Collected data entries
#####

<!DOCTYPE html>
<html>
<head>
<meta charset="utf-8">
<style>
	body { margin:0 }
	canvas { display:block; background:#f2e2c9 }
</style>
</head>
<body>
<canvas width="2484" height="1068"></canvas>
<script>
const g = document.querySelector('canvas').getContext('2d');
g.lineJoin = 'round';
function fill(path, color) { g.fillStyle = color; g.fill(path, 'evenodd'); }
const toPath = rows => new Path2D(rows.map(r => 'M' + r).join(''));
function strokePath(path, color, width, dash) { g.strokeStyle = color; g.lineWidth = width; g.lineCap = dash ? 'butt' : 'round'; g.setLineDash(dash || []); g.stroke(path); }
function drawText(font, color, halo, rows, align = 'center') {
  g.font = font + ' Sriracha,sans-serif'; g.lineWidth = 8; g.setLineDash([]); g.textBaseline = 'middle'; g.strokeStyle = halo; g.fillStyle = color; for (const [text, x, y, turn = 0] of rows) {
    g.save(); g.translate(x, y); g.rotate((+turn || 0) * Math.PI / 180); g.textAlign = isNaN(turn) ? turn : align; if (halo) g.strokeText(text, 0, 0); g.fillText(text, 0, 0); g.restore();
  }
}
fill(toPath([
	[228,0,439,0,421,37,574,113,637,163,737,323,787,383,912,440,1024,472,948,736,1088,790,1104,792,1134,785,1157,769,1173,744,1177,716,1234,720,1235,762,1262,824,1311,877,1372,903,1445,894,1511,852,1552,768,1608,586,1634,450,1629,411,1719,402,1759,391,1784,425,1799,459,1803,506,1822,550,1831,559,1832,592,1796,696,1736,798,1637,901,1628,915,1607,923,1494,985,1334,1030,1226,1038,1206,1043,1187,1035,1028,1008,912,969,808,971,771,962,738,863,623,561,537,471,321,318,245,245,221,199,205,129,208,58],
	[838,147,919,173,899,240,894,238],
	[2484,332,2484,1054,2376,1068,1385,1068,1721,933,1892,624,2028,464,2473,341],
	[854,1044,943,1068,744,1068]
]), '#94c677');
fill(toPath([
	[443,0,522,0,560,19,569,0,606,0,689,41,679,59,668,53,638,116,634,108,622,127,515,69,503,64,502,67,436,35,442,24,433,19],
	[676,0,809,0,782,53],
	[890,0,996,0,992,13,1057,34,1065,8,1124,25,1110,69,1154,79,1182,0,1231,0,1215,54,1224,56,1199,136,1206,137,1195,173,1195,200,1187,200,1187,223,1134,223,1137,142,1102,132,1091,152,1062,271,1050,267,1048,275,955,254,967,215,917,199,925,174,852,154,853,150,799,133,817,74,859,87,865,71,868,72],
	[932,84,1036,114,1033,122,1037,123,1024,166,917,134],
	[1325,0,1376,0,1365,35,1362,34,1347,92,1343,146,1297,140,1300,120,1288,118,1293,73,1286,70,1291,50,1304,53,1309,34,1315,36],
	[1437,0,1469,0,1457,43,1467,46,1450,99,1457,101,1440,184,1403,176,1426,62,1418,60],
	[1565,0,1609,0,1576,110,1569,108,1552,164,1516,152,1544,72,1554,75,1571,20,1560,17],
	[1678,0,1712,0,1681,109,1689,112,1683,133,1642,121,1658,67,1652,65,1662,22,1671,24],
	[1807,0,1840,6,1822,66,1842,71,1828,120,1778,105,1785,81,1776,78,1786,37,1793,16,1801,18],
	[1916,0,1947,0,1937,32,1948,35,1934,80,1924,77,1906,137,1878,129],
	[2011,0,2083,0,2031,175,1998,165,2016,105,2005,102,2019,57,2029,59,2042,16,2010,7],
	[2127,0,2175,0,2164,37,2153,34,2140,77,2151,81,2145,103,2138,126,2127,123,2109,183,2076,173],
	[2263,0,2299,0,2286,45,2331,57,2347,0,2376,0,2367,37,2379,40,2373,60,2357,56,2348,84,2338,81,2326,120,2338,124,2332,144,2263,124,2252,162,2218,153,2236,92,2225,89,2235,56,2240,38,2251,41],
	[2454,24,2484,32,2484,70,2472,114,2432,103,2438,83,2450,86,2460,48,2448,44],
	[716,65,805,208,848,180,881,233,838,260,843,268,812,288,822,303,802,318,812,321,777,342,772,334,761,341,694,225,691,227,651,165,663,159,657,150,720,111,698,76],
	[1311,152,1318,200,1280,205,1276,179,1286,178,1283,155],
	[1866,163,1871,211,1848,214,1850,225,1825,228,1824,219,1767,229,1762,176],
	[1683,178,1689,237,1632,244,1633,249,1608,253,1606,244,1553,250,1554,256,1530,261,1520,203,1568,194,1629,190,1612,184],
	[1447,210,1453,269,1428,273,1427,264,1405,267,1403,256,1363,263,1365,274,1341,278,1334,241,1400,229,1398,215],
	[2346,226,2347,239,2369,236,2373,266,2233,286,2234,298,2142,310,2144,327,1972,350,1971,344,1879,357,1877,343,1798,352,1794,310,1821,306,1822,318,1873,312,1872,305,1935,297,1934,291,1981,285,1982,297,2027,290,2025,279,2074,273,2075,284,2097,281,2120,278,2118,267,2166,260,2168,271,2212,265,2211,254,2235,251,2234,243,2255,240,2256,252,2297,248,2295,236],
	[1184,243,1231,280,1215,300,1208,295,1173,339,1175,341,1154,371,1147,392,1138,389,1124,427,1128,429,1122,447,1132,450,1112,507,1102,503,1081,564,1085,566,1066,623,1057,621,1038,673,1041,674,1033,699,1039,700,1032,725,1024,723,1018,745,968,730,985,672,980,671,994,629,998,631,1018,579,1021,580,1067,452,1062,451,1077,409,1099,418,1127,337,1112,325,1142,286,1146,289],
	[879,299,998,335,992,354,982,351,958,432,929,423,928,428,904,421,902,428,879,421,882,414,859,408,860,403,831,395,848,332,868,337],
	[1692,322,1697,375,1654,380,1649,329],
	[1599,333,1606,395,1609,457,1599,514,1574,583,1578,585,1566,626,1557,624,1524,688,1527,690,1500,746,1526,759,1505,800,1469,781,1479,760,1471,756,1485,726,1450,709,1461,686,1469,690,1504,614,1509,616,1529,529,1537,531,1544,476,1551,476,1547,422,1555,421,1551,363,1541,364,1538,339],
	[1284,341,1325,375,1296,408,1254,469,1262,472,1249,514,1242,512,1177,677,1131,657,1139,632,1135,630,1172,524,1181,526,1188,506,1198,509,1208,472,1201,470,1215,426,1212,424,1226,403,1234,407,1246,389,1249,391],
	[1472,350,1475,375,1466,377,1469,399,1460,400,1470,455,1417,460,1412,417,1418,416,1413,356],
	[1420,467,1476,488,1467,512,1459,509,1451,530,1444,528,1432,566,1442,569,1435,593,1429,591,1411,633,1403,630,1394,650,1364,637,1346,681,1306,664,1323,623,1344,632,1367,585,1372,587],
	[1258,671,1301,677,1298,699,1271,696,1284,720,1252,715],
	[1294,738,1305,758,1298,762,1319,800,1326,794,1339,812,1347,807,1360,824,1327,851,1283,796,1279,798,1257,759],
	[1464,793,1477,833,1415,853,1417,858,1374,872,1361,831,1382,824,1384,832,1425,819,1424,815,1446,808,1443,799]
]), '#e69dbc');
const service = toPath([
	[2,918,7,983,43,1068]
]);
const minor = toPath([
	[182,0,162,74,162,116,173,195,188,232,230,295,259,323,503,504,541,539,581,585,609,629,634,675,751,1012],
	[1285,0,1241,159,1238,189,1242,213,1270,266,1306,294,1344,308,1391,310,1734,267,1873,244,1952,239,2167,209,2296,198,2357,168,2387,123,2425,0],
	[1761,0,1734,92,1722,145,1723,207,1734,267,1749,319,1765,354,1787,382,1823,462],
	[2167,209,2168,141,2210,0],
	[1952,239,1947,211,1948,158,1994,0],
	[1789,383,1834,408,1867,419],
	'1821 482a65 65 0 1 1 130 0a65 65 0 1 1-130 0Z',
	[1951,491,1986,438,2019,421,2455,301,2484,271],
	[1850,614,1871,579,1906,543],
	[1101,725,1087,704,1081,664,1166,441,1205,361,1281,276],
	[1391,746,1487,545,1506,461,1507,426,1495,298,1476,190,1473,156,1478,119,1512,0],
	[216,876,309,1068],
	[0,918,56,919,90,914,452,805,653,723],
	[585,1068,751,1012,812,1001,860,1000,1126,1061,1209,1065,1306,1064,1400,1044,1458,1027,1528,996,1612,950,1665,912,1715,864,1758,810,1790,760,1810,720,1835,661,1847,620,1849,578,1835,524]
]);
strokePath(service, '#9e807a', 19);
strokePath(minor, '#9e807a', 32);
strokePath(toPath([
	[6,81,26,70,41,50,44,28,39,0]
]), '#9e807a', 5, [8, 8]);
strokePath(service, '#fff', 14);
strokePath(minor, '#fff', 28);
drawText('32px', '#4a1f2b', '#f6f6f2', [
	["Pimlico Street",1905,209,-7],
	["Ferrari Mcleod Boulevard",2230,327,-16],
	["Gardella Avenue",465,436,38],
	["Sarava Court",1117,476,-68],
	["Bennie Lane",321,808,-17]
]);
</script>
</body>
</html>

#####

* WORK ORDER:
Pull every line containing the string "turn" out of the data above and copy it.

* EXPECTED ANSWER:
  g.font = font + ' Sriracha,sans-serif'; g.lineWidth = 8; g.setLineDash([]); g.textBaseline = 'middle'; g.strokeStyle = halo; g.fillStyle = color; for (const [text, x, y, turn = 0] of rows) {
    g.save(); g.translate(x, y); g.rotate((+turn || 0) * Math.PI / 180); g.textAlign = isNaN(turn) ? turn : align; if (halo) g.strokeText(text, 0, 0); g.fillText(text, 0, 0); g.restore();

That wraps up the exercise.